** Opening Data for this exercise block **

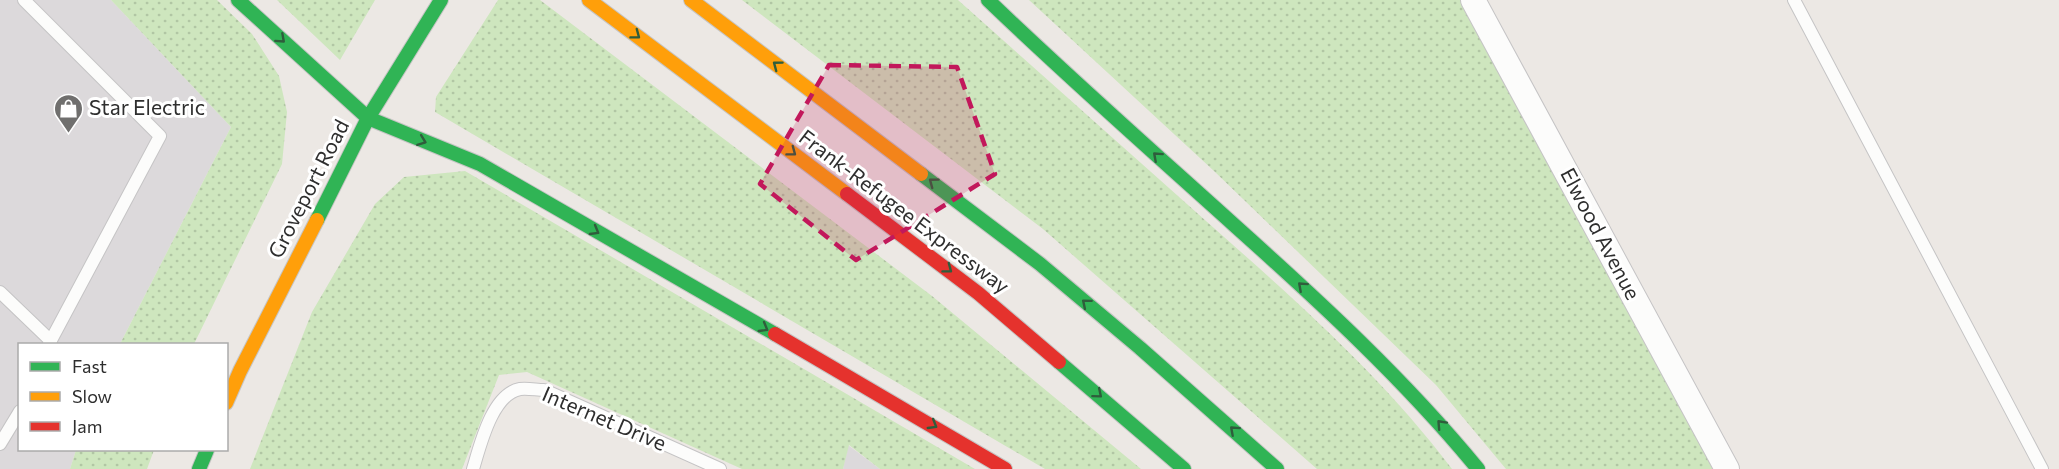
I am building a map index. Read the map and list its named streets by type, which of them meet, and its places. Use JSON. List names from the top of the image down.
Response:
{
  "streets": {
    "main road": ["Groveport Road", "Frank-Refugee Expressway"],
    "street": ["Elwood Avenue"],
    "lane": ["Internet Drive"]
  },
  "places": {
    "shop": ["Star Electric"]
  },
  "legend": ["Fast", "Slow", "Jam"]
}
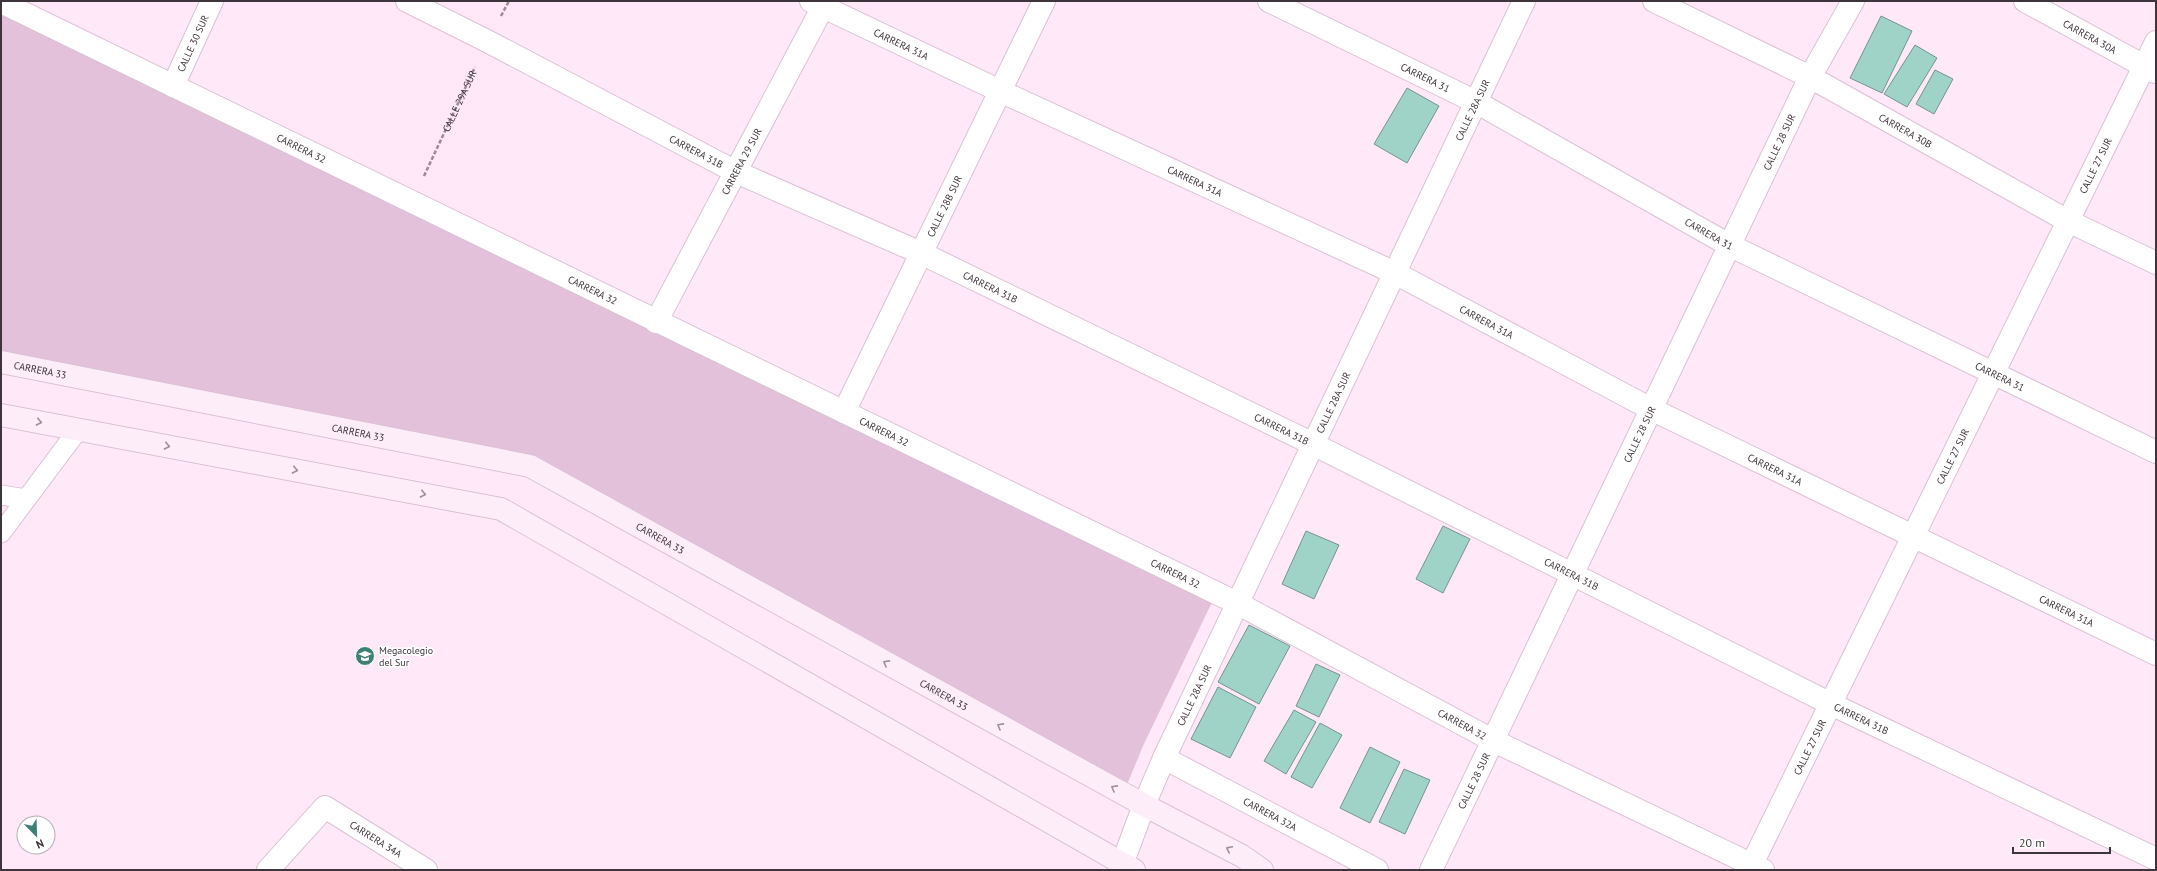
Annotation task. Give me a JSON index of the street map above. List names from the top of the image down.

** Closing Data for this exercise block **

Prompt: What lines in the material mention "index"? Copy every one of them.

Answer section:
I am building a map index. Read the map and list its named streets by type, which of them meet, and its places. Use JSON. List names from the top of the image down.
Annotation task. Give me a JSON index of the street map above. List names from the top of the image down.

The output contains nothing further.